Is our two-party system on the way out?
It has survived past predictions of its collapse, but looks more precarious than ever.
“This time is different”. So often, hope finds a way to brush aside bitter experience. “This time there will be no boom and bust”. “This time HS2 will stick to its budget”. “This time Boris Johnson is telling the truth”.
Optimists, from Nigel Farage to Ed Davey, should, then, be wary of predicting that, this time, the days of two-party politics in Britain are over. However, before we conclude that the Labour-Conservative duopoly will either crash into oblivion or come storming back, let us assess the evidence.
The past century has been punctuated with claims that our party system would be shaken beyond recognition. Oswald Mosely had sat on the Commons benches as a Conservative (1918-20), independent (1920-24) and Labour (1924-31, including two years as a minister), before deciding that Britain needed fascism. He set up the New Party, hoping and expecting to end up as Britain’s Hitler. He was good at provoking riots, lousy at attracting voters.
Since the second world war, I can count six occasions when at least one poll has shown neither Labour nor the Tories in the lead: the Liberals in 1962, the Liberal/SDP Alliance in 1981-2 and 1985, Lib Dems in 2003 and 2010, and the Brexit Party in 2019. In each case, cue dramatic headlines.
Five of those occasions turned out to be no more than short-term blips: responses to by-election triumphs (Orpington in 1962, Brent East in 2003), convulsions in the Labour Party (1985), the “Cleggmania” frenzy following the first TV election debate in 2010, and the Brexit Party’s victory in the ultimately pointless European Parliament elections in 2019. In each case either Labour or the Tories regained the lead within weeks, sometimes days.

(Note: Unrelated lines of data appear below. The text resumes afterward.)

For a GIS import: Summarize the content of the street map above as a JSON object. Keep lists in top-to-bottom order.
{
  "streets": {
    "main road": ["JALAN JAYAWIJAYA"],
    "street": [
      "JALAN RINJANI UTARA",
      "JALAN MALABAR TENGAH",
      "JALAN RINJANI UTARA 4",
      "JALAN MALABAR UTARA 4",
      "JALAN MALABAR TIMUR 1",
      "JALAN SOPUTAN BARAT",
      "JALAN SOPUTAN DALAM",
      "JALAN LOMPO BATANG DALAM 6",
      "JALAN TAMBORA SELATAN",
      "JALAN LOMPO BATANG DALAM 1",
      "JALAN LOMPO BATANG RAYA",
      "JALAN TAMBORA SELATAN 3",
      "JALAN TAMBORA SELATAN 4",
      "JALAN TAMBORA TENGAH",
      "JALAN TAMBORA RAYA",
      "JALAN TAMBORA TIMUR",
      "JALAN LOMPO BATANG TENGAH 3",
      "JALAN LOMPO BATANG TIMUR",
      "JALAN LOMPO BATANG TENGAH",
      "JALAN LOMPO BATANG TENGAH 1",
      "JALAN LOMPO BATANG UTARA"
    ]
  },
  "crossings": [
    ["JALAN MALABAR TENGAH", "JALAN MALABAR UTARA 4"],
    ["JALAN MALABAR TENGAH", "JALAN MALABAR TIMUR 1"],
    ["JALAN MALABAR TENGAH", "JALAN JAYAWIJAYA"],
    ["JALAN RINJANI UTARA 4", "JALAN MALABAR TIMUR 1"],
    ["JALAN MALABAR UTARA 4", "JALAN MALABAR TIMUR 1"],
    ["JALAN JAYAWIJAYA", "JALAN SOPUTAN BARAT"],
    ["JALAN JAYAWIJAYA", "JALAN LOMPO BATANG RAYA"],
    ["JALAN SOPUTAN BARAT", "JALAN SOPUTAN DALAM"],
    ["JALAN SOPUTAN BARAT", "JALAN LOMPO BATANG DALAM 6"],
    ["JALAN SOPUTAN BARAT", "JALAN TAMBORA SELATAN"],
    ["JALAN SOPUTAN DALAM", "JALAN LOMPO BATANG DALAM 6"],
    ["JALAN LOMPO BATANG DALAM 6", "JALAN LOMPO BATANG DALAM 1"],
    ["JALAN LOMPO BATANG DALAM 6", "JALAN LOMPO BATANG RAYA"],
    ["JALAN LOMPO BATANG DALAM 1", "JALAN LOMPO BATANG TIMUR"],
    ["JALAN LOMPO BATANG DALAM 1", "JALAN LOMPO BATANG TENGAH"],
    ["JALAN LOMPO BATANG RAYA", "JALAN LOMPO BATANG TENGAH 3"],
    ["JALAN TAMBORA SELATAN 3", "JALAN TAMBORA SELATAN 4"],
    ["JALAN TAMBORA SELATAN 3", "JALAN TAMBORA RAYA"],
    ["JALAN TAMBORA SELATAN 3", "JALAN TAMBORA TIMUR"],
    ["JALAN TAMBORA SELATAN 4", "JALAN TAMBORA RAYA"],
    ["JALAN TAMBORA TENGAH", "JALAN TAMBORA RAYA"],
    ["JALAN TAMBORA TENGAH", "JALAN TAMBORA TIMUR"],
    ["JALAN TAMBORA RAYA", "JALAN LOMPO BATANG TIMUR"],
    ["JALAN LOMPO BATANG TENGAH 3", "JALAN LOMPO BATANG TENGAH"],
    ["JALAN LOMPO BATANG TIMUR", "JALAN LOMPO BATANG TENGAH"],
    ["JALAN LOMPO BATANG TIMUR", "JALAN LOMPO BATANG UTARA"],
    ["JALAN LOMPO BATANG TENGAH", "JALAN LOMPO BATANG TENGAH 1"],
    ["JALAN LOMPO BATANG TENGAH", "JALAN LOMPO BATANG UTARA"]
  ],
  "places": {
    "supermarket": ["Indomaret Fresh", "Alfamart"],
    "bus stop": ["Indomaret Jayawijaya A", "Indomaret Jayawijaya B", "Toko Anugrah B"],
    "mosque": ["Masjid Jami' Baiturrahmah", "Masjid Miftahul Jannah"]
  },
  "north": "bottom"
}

That leaves one occasion when the Lib-SDP alliance held its lead for longer: six months between October 1981 and April 1982. Twenty-eight Labour MPs defected to the new Social Democratic Party, which had been formed in March 1981. In September they agreed to form an electoral alliance with the Liberals. Optimism abounded, as David Steel, the leader of the Liberals, told his activists at their party conference: “go back to your constituencies and prepare for government”.
(My favourite memory of that conference was a huge rally held in Llandudno’s largest cinema, the night before the vote that sealed the alliance. Jo Grimond, the former Liberal leader, topped the bill. He was the MP for Orkney and Shetland. He told the rally that he used to be ferried between the islands at election time by the same boatman: “Knowing he had a captive audience, he would list all the Liberal policies that he hated. I would assure him that under no circumstances would any of those policies be enacted after the election’.” Grimond paused, and emphasising each syllable, said: “Fellow Liberals, I can no longer give that assurance”.)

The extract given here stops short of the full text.